Commercial finishes and automotive, aviation and industrial coatings will all depart DuPont, as the chemical giant sells off its Performance Coatings business for $4.9 billion.
|DuPont’s Performance Coatings includes one of the world’s largest automotive paint units as well as aviation, industrial and commercial finishes.|
The company, one of the world’s largest automotive coatings suppliers, will be sold to The Carlyle Group, a global asset management company, the companies announced Thursday (Aug. 30).
DuPont Performance Coatings consists of DuPont Commercial Finishes, DuPont Industrial Coatings, DuPont Aviation Finishes, DuPont Refinish, Standox, Spies Hecker, and Nason Finishes. The business has more than 11,000 employees and expects more than $4 billion in 2012.
Commercial Finishes are transportation and equipment coatings used on the production line and in the aftermarket. DuPont’s well-known Tyvek, Corian and other architectural construction and building brands are part of DuPont Building Innovations, not DuPont Performance Coatings, and are thus unaffected by the sale, a spokesman said.
Managing $156 billion in assets, Carlyle’s core industries include aerospace and defense, transportation, energy and power, and infrastructure. The DPC acquisition will be funded with equity from Carlyle Partners V and Carlyle Europe Partners III.
The cash deal is expected to close in the first quarter of 2013, pending approvals.
The impending sale of DuPont Performance Coatings has been something of an open secret for months.
DuPont CEO Ellen Kullman told reporters last December that the poorly performing business would get “a chance” to improve before DuPont looked at “alternatives, whatever that means.”
|The coatings unit has not performed well, compared with other DuPont businesses, including health care and agriculture.|
Since then, a variety of prospective suitors for the company have been widely reported. DuPont did not confirm any of the reports but also did not bother to refute them.

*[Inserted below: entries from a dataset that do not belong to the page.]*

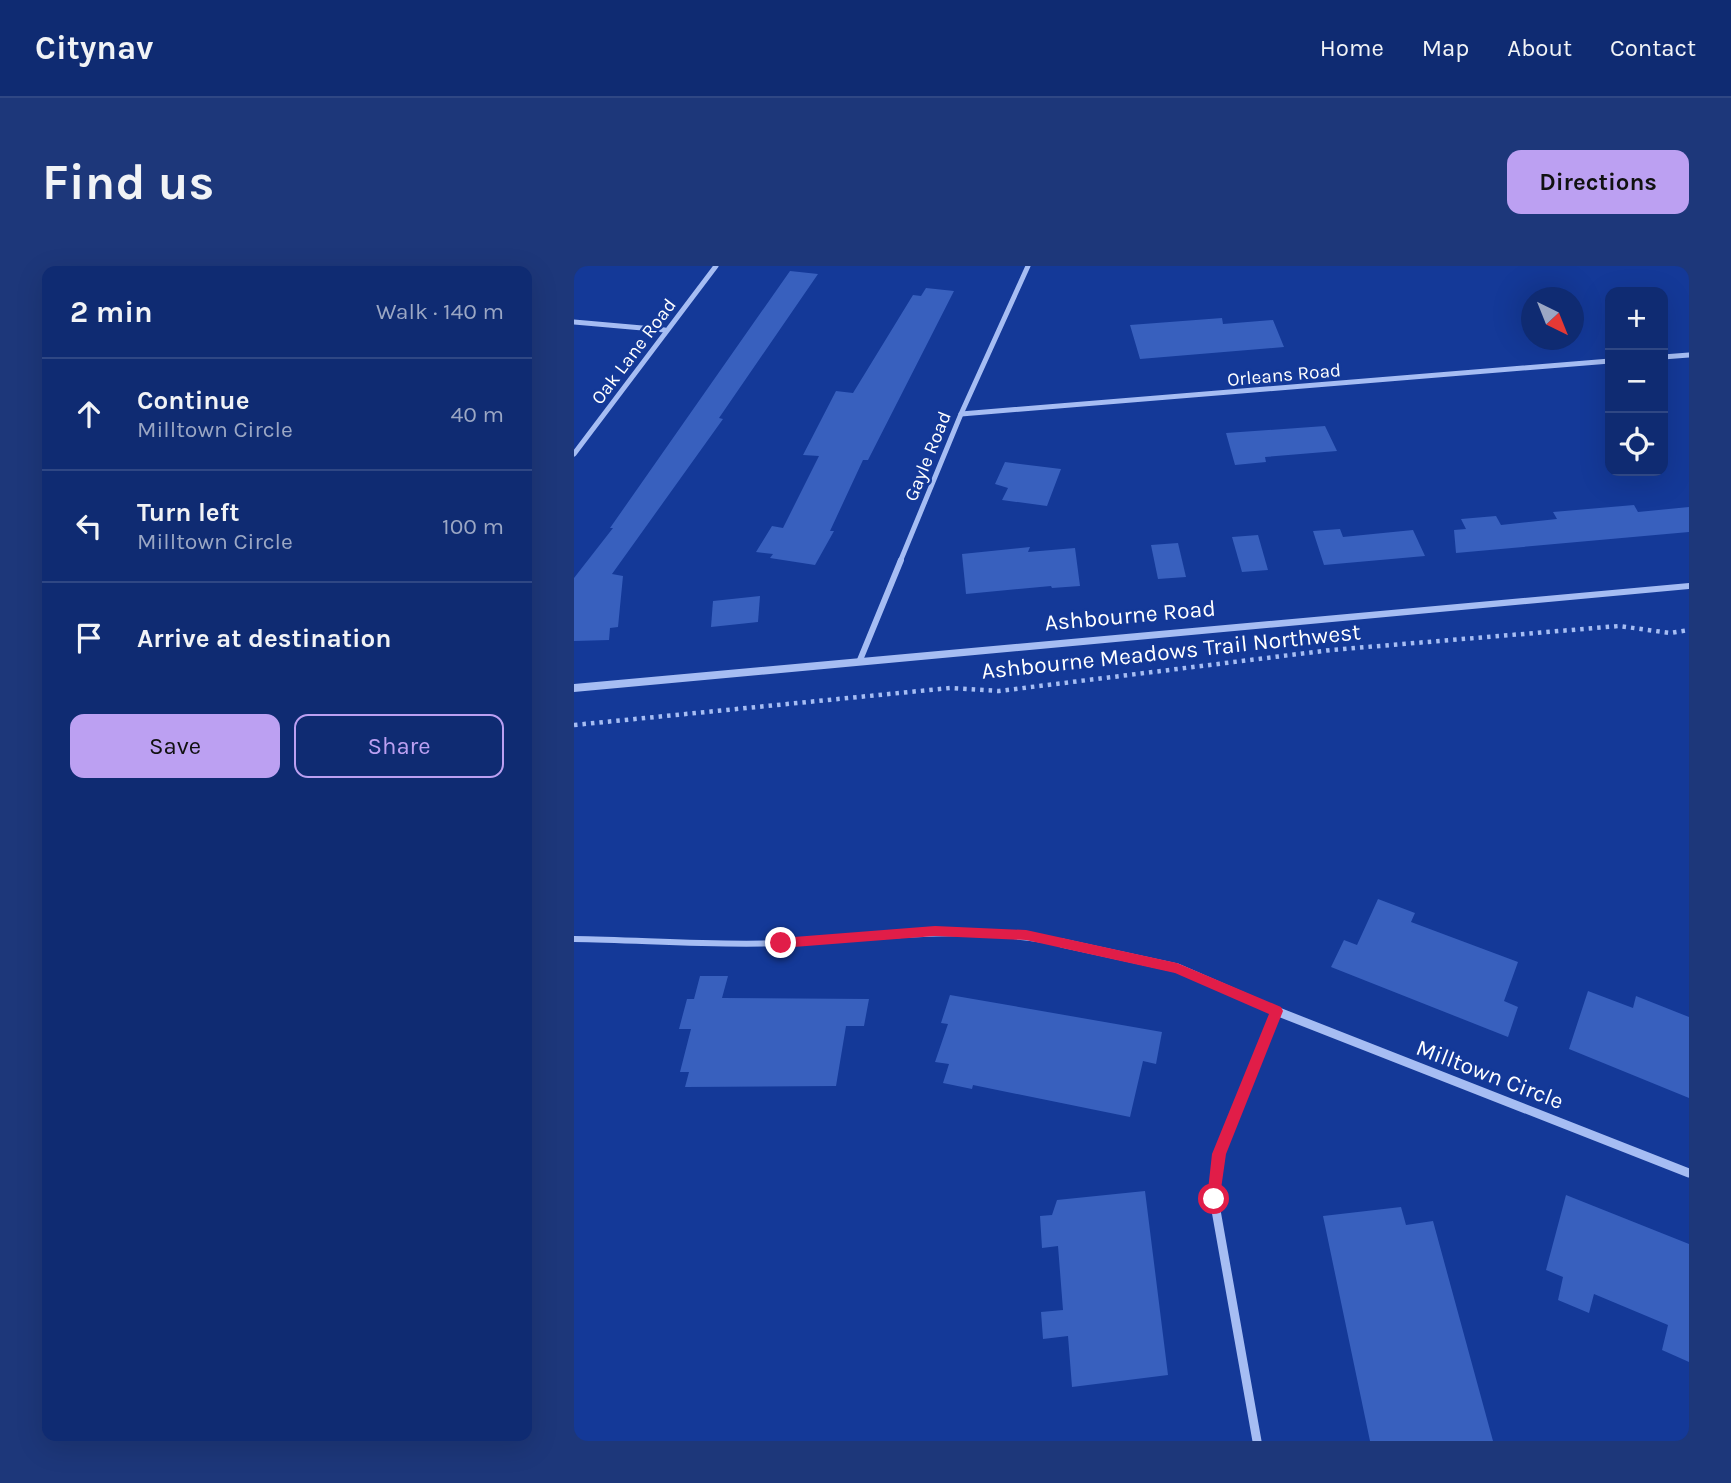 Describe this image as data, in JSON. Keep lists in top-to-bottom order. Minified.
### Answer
{"streets":{"street":["Oak Lane Road","Orleans Road","Gayle Road","Ashbourne Road","Milltown Circle"],"path":["Ashbourne Meadows Trail Northwest"]},"crossings":[["Orleans Road","Gayle Road"],["Gayle Road","Ashbourne Road"]],"north":"bottom right","page":{"header":"Citynav","nav":["Home","Map","About","Contact"],"buttons":["Directions",["Save","Share"]],"title":"Find us","heading":["2 min","Walk · 140 m"],"map_buttons":["+","−"],"list":[["Continue","Milltown Circle","40 m"],["Turn left","Milltown Circle","100 m"],"Arrive at destination"]}} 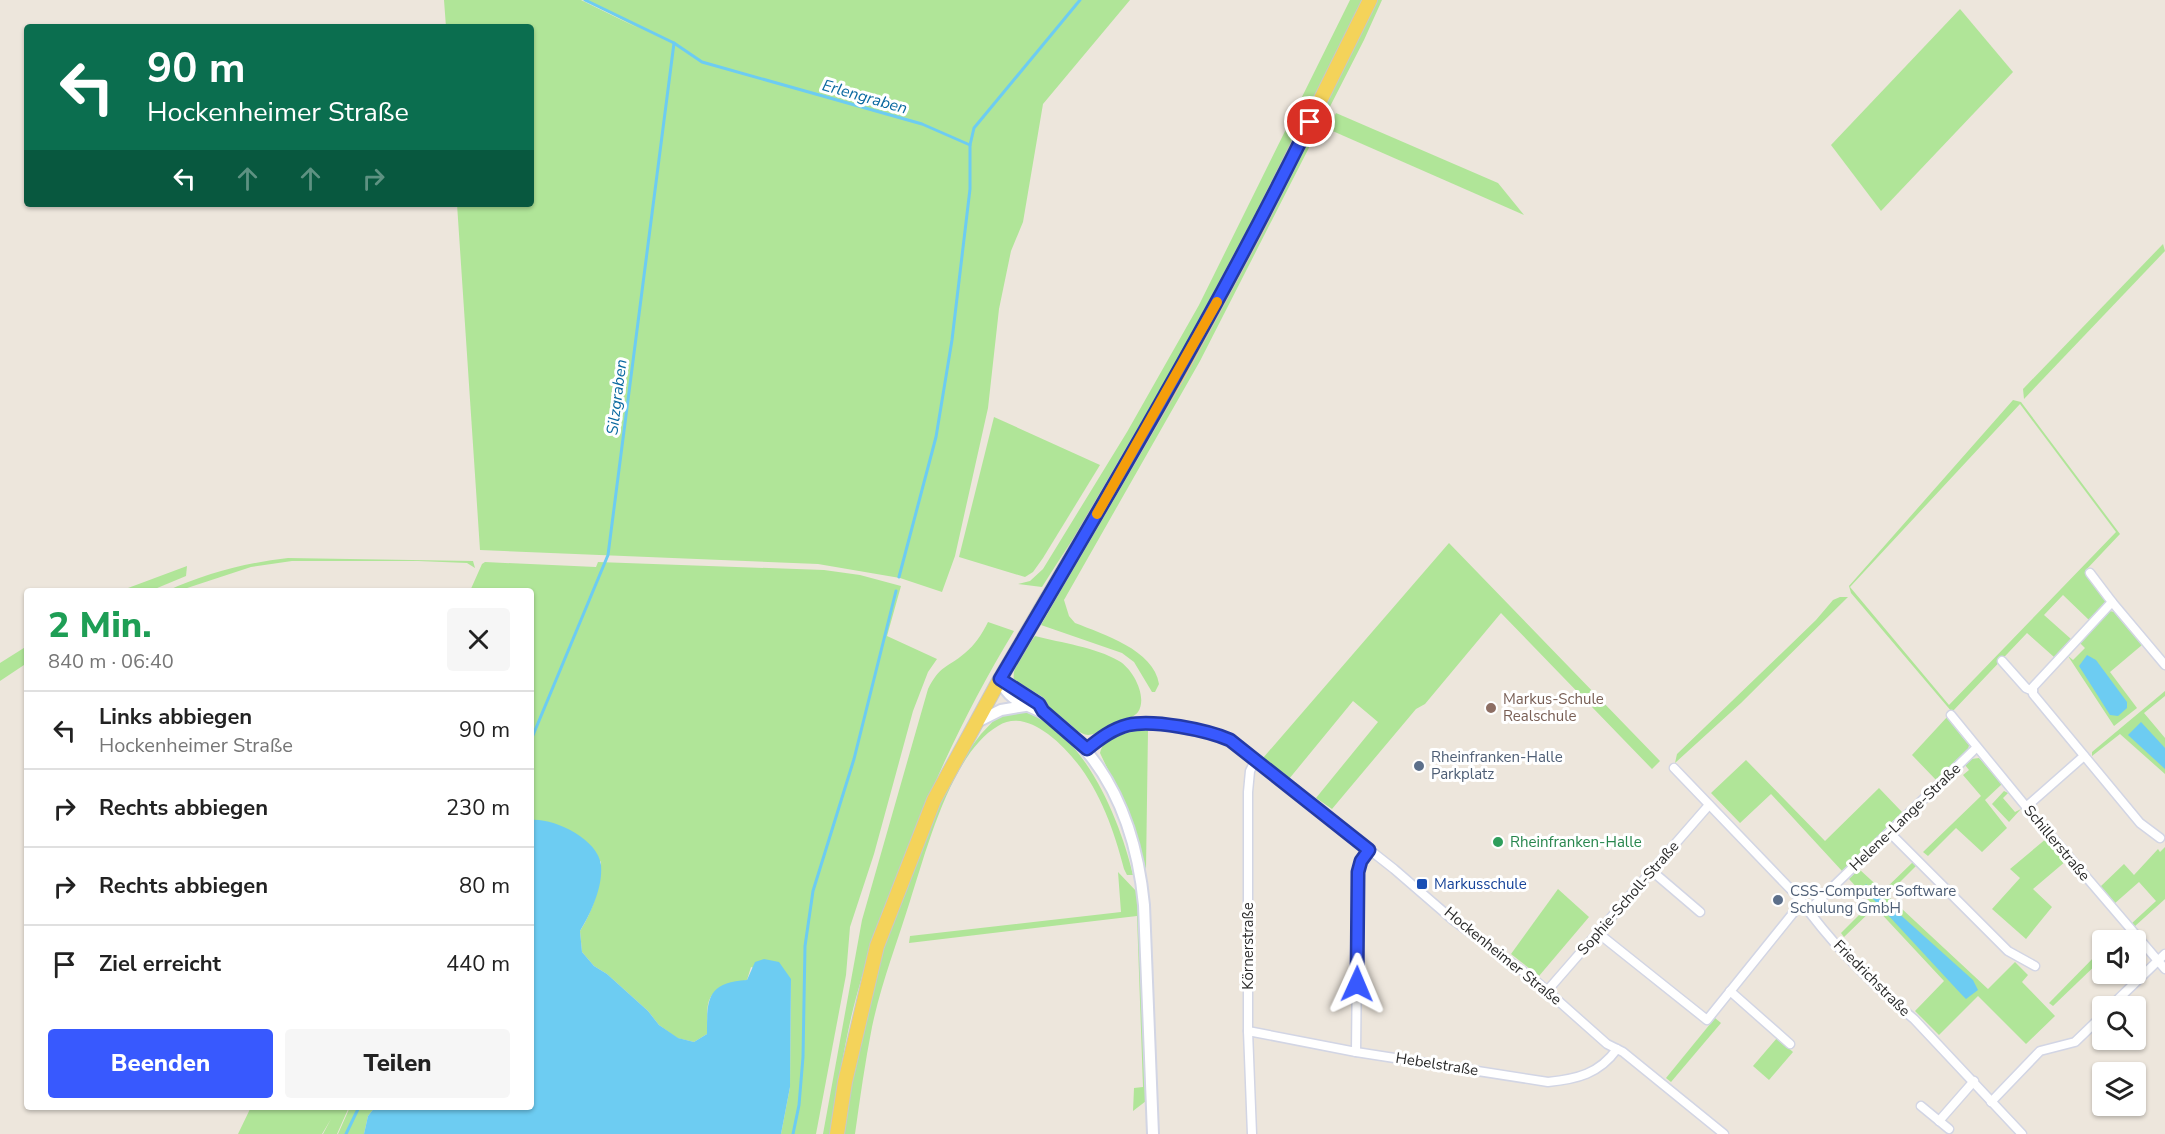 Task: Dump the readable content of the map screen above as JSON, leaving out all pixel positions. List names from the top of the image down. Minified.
{"streets":{"street":["Helene-Lange-Straße","Schillerstraße","Sophie-Scholl-Straße","Körnerstraße","Hockenheimer Straße","Friedrichstraße","Hebelstraße"]},"crossings":[["Helene-Lange-Straße","Schillerstraße"],["Helene-Lange-Straße","Friedrichstraße"],["Sophie-Scholl-Straße","Hockenheimer Straße"],["Sophie-Scholl-Straße","Friedrichstraße"],["Körnerstraße","Hockenheimer Straße"],["Körnerstraße","Hebelstraße"],["Hockenheimer Straße","Hebelstraße"]],"water":["Erlengraben","Silzgraben"],"places":{"other":["Markus-Schule Realschule","Rheinfranken-Halle Parkplatz","Rheinfranken-Halle","CSS-Computer Software Schulung GmbH"],"transit":["Markusschule"]},"page":{"turn":["90 m","Hockenheimer Straße"],"heading":["2 Min.","840 m · 06:40"],"list":[{"name":"Links abbiegen","note":"Hockenheimer Straße","value":"90 m"},{"name":"Rechts abbiegen","value":"230 m"},{"name":"Rechts abbiegen","value":"80 m"},{"name":"Ziel erreicht","value":"440 m"}],"buttons":["Beenden","Teilen"]}} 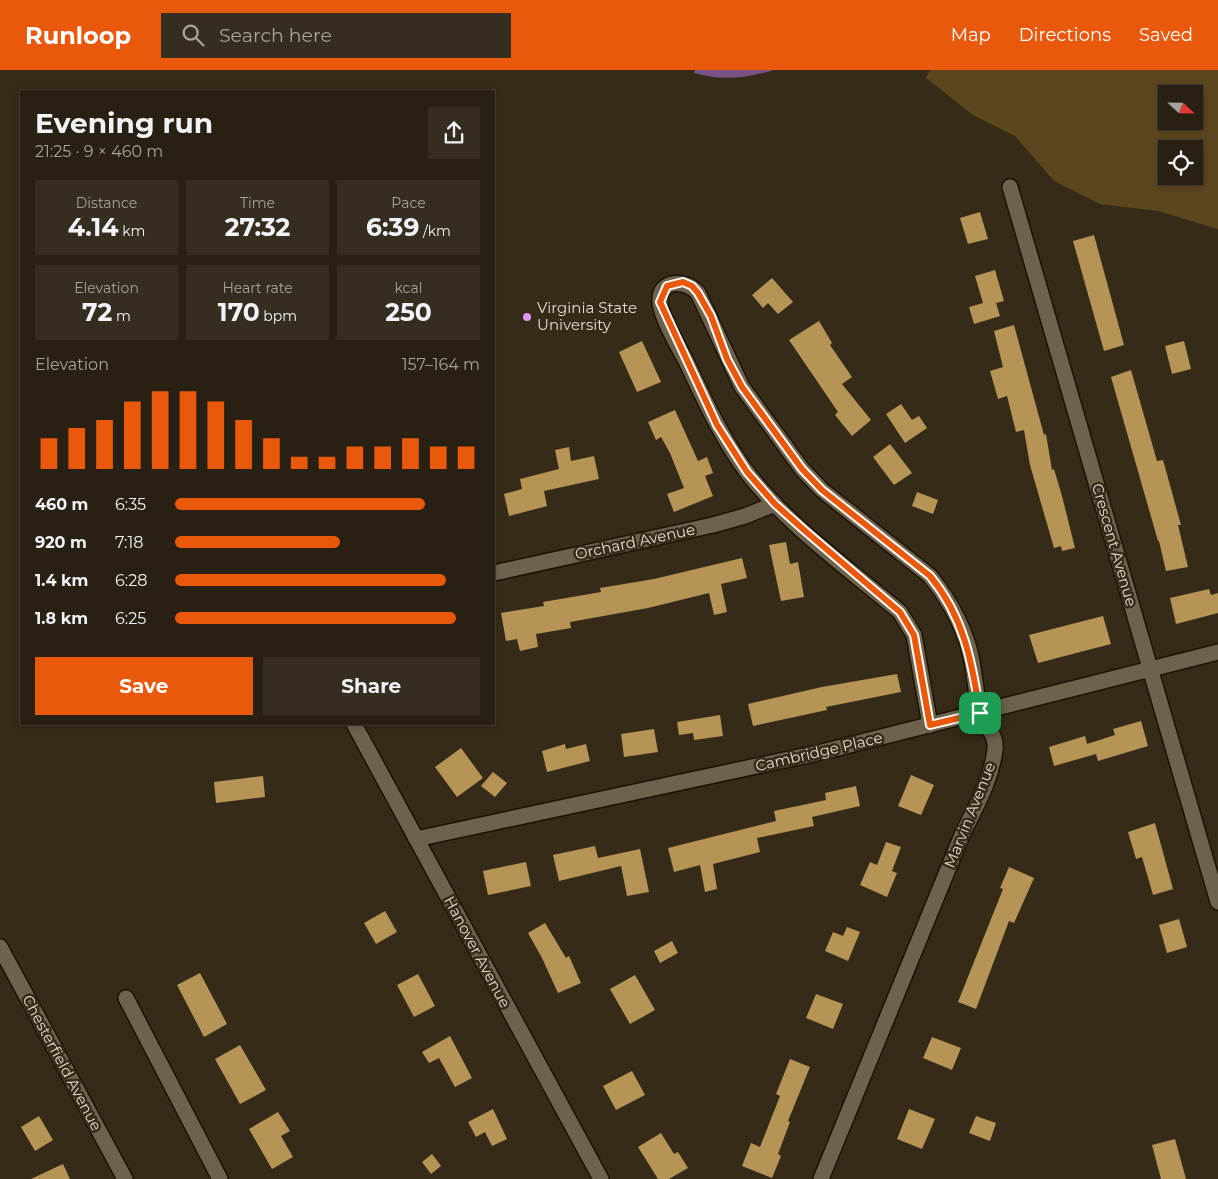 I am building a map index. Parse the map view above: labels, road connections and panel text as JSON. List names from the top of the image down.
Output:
{
  "streets": {
    "street": [
      "Orchard Avenue",
      "Crescent Avenue",
      "Cambridge Place",
      "Marvin Avenue",
      "Hanover Avenue",
      "Chesterfield Avenue"
    ]
  },
  "crossings": [
    ["Orchard Avenue", "Marvin Avenue"],
    ["Crescent Avenue", "Cambridge Place"],
    ["Cambridge Place", "Marvin Avenue"],
    ["Cambridge Place", "Hanover Avenue"]
  ],
  "places": ["Virginia State University"],
  "north": "right",
  "page": {
    "header": "Runloop",
    "search": "Search here",
    "nav": ["Map", "Directions", "Saved"],
    "heading": ["Evening run", "21:25 · 9 × 460 m"],
    "stats": [
      ["Distance", "4.14 km"],
      ["Time", "27:32"],
      ["Pace", "6:39 /km"],
      ["Elevation", "72 m"],
      ["Heart rate", "170 bpm"],
      ["kcal", "250"]
    ],
    "chart": ["Elevation", "157–164 m"],
    "list": [
      {
        "name": "460 m",
        "note": "6:35"
      },
      {
        "name": "920 m",
        "note": "7:18"
      },
      {
        "name": "1.4 km",
        "note": "6:28"
      },
      {
        "name": "1.8 km",
        "note": "6:25"
      }
    ],
    "buttons": ["Save", "Share"]
  }
}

DuPont Performance Coatings was formed in March 1999 by the merger of Herberts GmbH and DuPont Automotive Finishes. The unit sells its coatings to auto producers like Ford and General Motors as well as to Maaco and other auto refinishers.
Currently, DPC has the worst outlook in DuPont’s increasingly science- and biotech-oriented portfolio, where the agriculture, industrial biosciences, and nutrition and health segments have been the recent standouts.
In an upbeat statement Thursday, Kullman said the sale followed “a careful review” of DPC’s “growth potential.”
“DuPont Performance Coatings is a leader in the automotive and industrial coatings sectors, with world-class products and customer service,” the statement said. “The business continues to grow and deliver solid results.
“After a careful review, however, we have determined that DPC’s full growth potential would be best realized outside DuPont and through the sale to Carlyle.
“This transaction is consistent with our vision to be the world’s most dynamic science company and long-term strategy of driving competitive advantages in agriculture and nutrition, advanced materials and biotechnology, which represent high-growth, high-margin opportunities.”
‘Attractive Market Positions’
Greg Ledford, Carlyle Managing Director and Head of the Industrial and Transportation team, said DPC offered “attractive market positions, next-generation technology and established brands.”
He added, “Through targeted investments, we will support DPC’s product development and growth objectives as it transitions to a stand-alone company. We look forward to working with management to fully realize DPC’s great potential.”
Gregor Böhm, Managing Director and co-head of Carlyle’s Europe Buyout team, called DPC “a technology innovator” and said Carlyle would focus on building the coatings company’s presence “in emerging markets, particularly in China and Brazil.”
Kullman said DuPont remained committed to serving the auto industry and, after the sale, would generate more than $3 billion in sales of advanced materials to the industry.
“We will continue to work closely with automotive customers to apply our science-powered innovations related to light weighting of vehicles, revolutionary and environmentally friendly refrigerants, biobased seat fabrics and headliners, and next-generation biofuels,” Kullman said.